EXERCISE PROMPT | Everything in the records should be repeated exactly, down to the last character.

AVAILABLE DATA |

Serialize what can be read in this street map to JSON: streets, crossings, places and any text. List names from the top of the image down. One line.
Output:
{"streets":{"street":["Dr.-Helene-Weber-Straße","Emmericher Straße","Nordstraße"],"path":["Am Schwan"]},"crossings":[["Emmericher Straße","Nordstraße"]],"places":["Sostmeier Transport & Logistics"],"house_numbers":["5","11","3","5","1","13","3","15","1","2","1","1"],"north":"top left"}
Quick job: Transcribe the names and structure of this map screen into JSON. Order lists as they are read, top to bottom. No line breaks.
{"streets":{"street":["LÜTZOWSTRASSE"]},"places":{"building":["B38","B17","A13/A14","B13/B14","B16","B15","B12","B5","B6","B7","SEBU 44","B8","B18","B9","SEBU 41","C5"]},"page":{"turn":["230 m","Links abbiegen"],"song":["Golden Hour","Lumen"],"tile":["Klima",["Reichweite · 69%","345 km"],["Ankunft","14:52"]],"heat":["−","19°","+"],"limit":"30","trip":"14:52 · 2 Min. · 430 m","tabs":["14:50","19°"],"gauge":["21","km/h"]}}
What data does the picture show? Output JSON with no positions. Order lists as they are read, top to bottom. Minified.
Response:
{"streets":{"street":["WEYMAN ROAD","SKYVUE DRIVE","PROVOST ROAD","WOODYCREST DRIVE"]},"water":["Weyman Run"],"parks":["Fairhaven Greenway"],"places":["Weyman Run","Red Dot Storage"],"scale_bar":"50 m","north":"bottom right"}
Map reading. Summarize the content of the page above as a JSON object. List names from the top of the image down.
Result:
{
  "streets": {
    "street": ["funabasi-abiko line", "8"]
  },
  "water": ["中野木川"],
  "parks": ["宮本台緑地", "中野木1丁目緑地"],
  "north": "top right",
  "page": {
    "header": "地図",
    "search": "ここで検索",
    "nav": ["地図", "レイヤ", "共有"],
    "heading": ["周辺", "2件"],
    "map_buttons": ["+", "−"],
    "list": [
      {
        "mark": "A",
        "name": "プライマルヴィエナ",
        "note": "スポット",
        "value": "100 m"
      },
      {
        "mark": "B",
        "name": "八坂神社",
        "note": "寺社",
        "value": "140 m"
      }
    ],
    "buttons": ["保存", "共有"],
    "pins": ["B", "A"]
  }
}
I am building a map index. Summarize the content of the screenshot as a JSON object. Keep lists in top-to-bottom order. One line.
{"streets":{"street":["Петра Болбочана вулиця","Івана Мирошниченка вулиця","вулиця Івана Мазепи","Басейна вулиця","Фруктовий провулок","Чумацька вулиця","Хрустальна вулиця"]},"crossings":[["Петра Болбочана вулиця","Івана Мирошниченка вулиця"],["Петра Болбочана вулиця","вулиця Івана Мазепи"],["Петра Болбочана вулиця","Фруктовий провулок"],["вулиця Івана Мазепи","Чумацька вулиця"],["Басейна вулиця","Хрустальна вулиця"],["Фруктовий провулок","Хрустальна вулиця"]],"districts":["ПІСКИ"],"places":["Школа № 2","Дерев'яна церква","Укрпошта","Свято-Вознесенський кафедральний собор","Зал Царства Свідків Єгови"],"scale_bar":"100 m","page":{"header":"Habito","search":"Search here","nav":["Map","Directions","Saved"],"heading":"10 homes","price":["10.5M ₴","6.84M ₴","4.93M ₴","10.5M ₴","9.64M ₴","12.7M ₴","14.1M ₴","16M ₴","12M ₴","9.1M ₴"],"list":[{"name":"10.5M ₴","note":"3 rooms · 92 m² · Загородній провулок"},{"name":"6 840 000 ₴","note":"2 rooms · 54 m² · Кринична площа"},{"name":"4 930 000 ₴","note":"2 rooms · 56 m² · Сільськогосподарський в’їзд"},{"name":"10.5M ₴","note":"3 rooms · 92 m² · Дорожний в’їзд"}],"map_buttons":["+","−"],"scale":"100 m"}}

FINAL ANSWER |
Serialize what can be read in this street map to JSON: streets, crossings, places and any text. List names from the top of the image down. One line.
Output:
{"streets":{"street":["Dr.-Helene-Weber-Straße","Emmericher Straße","Nordstraße"],"path":["Am Schwan"]},"crossings":[["Emmericher Straße","Nordstraße"]],"places":["Sostmeier Transport & Logistics"],"house_numbers":["5","11","3","5","1","13","3","15","1","2","1","1"],"north":"top left"}
Quick job: Transcribe the names and structure of this map screen into JSON. Order lists as they are read, top to bottom. No line breaks.
{"streets":{"street":["LÜTZOWSTRASSE"]},"places":{"building":["B38","B17","A13/A14","B13/B14","B16","B15","B12","B5","B6","B7","SEBU 44","B8","B18","B9","SEBU 41","C5"]},"page":{"turn":["230 m","Links abbiegen"],"song":["Golden Hour","Lumen"],"tile":["Klima",["Reichweite · 69%","345 km"],["Ankunft","14:52"]],"heat":["−","19°","+"],"limit":"30","trip":"14:52 · 2 Min. · 430 m","tabs":["14:50","19°"],"gauge":["21","km/h"]}}
What data does the picture show? Output JSON with no positions. Order lists as they are read, top to bottom. Minified.
Response:
{"streets":{"street":["WEYMAN ROAD","SKYVUE DRIVE","PROVOST ROAD","WOODYCREST DRIVE"]},"water":["Weyman Run"],"parks":["Fairhaven Greenway"],"places":["Weyman Run","Red Dot Storage"],"scale_bar":"50 m","north":"bottom right"}
Map reading. Summarize the content of the page above as a JSON object. List names from the top of the image down.
Result:
{
  "streets": {
    "street": ["funabasi-abiko line", "8"]
  },
  "water": ["中野木川"],
  "parks": ["宮本台緑地", "中野木1丁目緑地"],
  "north": "top right",
  "page": {
    "header": "地図",
    "search": "ここで検索",
    "nav": ["地図", "レイヤ", "共有"],
    "heading": ["周辺", "2件"],
    "map_buttons": ["+", "−"],
    "list": [
      {
        "mark": "A",
        "name": "プライマルヴィエナ",
        "note": "スポット",
        "value": "100 m"
      },
      {
        "mark": "B",
        "name": "八坂神社",
        "note": "寺社",
        "value": "140 m"
      }
    ],
    "buttons": ["保存", "共有"],
    "pins": ["B", "A"]
  }
}
I am building a map index. Summarize the content of the screenshot as a JSON object. Keep lists in top-to-bottom order. One line.
{"streets":{"street":["Петра Болбочана вулиця","Івана Мирошниченка вулиця","вулиця Івана Мазепи","Басейна вулиця","Фруктовий провулок","Чумацька вулиця","Хрустальна вулиця"]},"crossings":[["Петра Болбочана вулиця","Івана Мирошниченка вулиця"],["Петра Болбочана вулиця","вулиця Івана Мазепи"],["Петра Болбочана вулиця","Фруктовий провулок"],["вулиця Івана Мазепи","Чумацька вулиця"],["Басейна вулиця","Хрустальна вулиця"],["Фруктовий провулок","Хрустальна вулиця"]],"districts":["ПІСКИ"],"places":["Школа № 2","Дерев'яна церква","Укрпошта","Свято-Вознесенський кафедральний собор","Зал Царства Свідків Єгови"],"scale_bar":"100 m","page":{"header":"Habito","search":"Search here","nav":["Map","Directions","Saved"],"heading":"10 homes","price":["10.5M ₴","6.84M ₴","4.93M ₴","10.5M ₴","9.64M ₴","12.7M ₴","14.1M ₴","16M ₴","12M ₴","9.1M ₴"],"list":[{"name":"10.5M ₴","note":"3 rooms · 92 m² · Загородній провулок"},{"name":"6 840 000 ₴","note":"2 rooms · 54 m² · Кринична площа"},{"name":"4 930 000 ₴","note":"2 rooms · 56 m² · Сільськогосподарський в’їзд"},{"name":"10.5M ₴","note":"3 rooms · 92 m² · Дорожний в’їзд"}],"map_buttons":["+","−"],"scale":"100 m"}}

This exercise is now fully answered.